В моих руках еще три пожелтевших потертых листочка. Читаю строчки, обведенные синим карандашом:
«Мы не смогли бы преодолеть трудностей без непрерывной помощи, охотно предоставляемой Красной Армией»— так заявил осенью 1945 года глава австрийского правительства Карл Реннер.
«Если мы сегодня можем опять говорить, как свободные люди, — сказал 19 августа того же года вице-канцлер Австрийской Республики Леопольд Фигль, — то за это мы прежде всего должны благодарить победоносную Красную Армию».
«Вена снова свободна! — воскликнул на первомайской демонстрации 1945 года Адольф Шерф[6].— Улицы опять принадлежат нам, мы опять можем нести красные знамена, петь старые боевые песни и провозглашать лозунги. Всем этим мы обязаны победоносной Красной Армии, которую я здесь от души благодарю от имени всех честных людей».
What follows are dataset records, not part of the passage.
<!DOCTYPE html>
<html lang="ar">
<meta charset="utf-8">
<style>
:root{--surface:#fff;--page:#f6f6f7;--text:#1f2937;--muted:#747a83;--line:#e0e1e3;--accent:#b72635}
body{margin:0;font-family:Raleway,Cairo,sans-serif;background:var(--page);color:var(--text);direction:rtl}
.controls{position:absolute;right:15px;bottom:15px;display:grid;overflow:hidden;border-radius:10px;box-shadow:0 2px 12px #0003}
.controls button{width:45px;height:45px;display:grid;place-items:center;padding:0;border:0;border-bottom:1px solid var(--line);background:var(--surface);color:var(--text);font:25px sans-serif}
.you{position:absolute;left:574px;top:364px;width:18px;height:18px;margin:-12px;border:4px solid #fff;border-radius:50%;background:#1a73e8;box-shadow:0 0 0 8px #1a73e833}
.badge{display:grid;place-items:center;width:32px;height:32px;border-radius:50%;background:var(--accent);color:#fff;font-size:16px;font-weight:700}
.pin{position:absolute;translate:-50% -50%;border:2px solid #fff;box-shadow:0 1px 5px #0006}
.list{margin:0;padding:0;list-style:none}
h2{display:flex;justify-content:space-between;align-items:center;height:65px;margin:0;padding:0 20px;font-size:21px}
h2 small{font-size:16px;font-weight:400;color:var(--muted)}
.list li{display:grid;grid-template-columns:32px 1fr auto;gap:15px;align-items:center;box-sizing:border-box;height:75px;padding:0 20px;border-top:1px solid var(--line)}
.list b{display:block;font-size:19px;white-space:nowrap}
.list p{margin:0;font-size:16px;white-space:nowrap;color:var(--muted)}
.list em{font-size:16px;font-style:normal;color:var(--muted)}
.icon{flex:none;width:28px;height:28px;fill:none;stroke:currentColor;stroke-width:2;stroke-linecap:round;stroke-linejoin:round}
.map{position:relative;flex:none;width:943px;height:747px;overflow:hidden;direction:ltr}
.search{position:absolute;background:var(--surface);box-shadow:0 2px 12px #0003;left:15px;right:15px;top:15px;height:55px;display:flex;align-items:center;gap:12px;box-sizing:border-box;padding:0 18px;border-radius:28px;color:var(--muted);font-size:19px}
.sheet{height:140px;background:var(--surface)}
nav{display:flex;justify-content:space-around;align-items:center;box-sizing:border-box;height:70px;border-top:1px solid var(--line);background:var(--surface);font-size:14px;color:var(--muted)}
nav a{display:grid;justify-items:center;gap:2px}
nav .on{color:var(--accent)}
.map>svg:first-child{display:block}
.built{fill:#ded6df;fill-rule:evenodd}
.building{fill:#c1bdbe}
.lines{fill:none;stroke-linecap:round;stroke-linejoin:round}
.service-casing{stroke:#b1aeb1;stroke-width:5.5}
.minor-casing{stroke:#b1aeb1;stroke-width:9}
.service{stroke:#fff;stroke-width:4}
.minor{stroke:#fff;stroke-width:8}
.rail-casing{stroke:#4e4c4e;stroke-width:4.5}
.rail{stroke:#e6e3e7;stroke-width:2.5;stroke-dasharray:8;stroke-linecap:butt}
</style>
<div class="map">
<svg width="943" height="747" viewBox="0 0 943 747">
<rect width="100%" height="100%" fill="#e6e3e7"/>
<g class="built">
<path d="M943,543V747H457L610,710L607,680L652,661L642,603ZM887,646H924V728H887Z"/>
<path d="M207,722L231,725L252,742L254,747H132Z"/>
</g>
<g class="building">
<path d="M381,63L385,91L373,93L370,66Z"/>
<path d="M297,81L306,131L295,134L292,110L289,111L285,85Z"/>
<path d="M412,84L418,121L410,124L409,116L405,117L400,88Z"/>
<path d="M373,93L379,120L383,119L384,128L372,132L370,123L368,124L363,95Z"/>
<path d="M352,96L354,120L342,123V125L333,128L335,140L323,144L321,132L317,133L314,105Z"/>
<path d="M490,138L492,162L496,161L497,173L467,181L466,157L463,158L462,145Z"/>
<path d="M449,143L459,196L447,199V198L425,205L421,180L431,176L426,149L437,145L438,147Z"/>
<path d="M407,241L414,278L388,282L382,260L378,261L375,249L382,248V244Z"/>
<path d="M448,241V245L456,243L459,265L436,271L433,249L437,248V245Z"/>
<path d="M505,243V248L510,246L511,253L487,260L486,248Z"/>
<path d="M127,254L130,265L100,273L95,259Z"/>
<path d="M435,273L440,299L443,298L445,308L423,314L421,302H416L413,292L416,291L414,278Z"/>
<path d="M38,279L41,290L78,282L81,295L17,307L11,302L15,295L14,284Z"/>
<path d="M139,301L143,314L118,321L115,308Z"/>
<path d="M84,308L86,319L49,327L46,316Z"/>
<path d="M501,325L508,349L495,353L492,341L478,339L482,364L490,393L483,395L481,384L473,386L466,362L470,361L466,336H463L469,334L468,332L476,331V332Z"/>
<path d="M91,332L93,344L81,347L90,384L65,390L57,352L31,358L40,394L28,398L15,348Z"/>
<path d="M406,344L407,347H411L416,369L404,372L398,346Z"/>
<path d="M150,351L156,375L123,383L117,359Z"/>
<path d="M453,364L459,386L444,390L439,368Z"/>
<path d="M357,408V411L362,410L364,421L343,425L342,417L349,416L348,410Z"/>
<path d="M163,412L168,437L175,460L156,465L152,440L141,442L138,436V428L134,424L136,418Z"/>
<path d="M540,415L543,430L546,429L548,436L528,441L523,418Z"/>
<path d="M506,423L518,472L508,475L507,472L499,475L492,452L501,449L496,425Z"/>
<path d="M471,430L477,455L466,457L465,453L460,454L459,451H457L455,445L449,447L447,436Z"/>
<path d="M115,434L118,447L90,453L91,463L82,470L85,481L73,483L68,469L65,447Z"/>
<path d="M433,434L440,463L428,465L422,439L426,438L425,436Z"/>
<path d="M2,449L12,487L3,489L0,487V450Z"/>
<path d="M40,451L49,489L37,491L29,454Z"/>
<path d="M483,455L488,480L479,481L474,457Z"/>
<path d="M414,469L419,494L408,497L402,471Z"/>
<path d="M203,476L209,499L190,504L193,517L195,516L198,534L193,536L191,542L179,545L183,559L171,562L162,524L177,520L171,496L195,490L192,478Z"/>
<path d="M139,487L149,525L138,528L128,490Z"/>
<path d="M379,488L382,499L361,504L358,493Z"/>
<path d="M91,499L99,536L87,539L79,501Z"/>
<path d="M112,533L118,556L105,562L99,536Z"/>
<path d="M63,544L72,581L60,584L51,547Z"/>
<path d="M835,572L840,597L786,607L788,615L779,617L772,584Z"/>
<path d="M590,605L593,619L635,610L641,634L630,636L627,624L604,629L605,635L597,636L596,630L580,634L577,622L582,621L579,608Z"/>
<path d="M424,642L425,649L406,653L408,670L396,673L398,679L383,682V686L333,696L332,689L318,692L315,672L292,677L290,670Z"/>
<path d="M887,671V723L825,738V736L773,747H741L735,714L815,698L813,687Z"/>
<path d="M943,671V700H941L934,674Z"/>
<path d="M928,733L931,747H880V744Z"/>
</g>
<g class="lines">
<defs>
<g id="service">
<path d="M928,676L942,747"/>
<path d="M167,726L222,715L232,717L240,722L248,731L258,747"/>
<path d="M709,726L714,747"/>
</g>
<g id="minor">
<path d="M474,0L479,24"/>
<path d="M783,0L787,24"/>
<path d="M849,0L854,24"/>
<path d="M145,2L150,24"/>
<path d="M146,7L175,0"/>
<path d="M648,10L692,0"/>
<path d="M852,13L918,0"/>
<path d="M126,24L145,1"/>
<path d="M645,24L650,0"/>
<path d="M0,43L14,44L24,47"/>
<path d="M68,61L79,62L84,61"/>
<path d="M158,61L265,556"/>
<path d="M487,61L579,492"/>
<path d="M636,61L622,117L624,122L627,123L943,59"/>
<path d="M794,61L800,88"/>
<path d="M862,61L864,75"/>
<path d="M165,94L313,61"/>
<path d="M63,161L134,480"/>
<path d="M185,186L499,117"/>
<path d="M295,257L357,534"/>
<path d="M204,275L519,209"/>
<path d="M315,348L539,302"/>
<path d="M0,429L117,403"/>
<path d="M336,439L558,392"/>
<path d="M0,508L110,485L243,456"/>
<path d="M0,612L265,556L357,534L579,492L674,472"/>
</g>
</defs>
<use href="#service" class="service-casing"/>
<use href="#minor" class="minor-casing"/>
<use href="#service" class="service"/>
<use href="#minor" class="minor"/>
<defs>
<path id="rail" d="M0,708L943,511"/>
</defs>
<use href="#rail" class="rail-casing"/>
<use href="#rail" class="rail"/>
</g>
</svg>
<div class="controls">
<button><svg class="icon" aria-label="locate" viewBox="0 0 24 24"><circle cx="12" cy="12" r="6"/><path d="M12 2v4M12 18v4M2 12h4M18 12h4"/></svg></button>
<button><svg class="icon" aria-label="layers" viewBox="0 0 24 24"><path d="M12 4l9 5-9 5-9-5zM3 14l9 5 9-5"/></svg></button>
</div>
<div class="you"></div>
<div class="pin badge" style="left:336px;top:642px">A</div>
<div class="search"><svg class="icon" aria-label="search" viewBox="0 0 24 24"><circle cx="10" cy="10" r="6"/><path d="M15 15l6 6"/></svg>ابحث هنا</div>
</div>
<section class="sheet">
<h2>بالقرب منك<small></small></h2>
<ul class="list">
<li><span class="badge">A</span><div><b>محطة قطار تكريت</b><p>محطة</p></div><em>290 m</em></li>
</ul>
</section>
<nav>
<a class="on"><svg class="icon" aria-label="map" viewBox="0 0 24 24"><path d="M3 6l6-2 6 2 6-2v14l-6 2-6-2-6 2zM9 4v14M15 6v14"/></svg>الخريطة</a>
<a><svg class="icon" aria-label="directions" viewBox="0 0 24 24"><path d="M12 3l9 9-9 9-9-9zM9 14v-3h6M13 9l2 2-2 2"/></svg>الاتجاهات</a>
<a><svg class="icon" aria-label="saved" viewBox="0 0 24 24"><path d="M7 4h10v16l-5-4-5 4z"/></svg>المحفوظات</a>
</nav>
— Да, — со вздохом говорит Альфред Верре, — за девять лет много воды утекло. Но все-таки, поверьте мне, день 13 апреля — день освобождения Вены — навсегда останется в сердце нашего народа. Поживете у нас и обязательно убедитесь в этом. Приходите на будущий год 13 апреля к памятнику Славы. Вена придет к стопам вашего воина с цветами. Вы увидите: Вена помнит.
В зеркале голубого Дуная
На другой день мы с Альфредом побывали на Каленберге. Я уже знал, что всякий уважающий себя чужестранец начинает знакомство с Веной именно на этой знаменитой горе[7].
От центра города мы отправились на машине к зеленому Деблингу, проехали по узким живописным улочкам старого Гринцинга, мимо виноградников, расположенных на холмистой городской окраине, и наконец стали подниматься все вверх и вверх по асфальтовой спирали, размотанной по Венскому Лесу.
На самой вершине Каленберга оказалась большая стоянка для машин и автобусов, старинная католическая церковь и ресторан, обращенный террасой в сторону города. Мы взошли по лестнице на плоскую крышу ресторана и сразу увидели всю Вену.
Она раскинулась внизу в долине — зеленая, невысокая, с готическими контурами соборов и яркими призмами новых зданий, построенных после войны. Дунай — слева, темно-зеленые холмы альпийских отрогов — далеко впереди за городом и совсем близко — справа. Вспомнились слова из какой-то старинной австрийской книги, чуть ли не XVII века: «Вена расположена в долине радости. Земля здесь одарила людей и хлебом, и вином, и фруктами».
Дунай, как огромный прямой клинок, отсекает большой кусок от основного городского массива. Но Дунай совсем не голубой, он какого-то серо-желтого цвета и сверху представляется не слишком широким. Пять мостов разной конфигурации кажутся издалека сделанными из спичек. Но это обманчивое впечатление гигантской панорамы. На самом деле мосты огромны, а Дунай широк и стремителен. Потому и вода его, несущая размытый лёсс, имеет такой мутный, неопределенный цвет.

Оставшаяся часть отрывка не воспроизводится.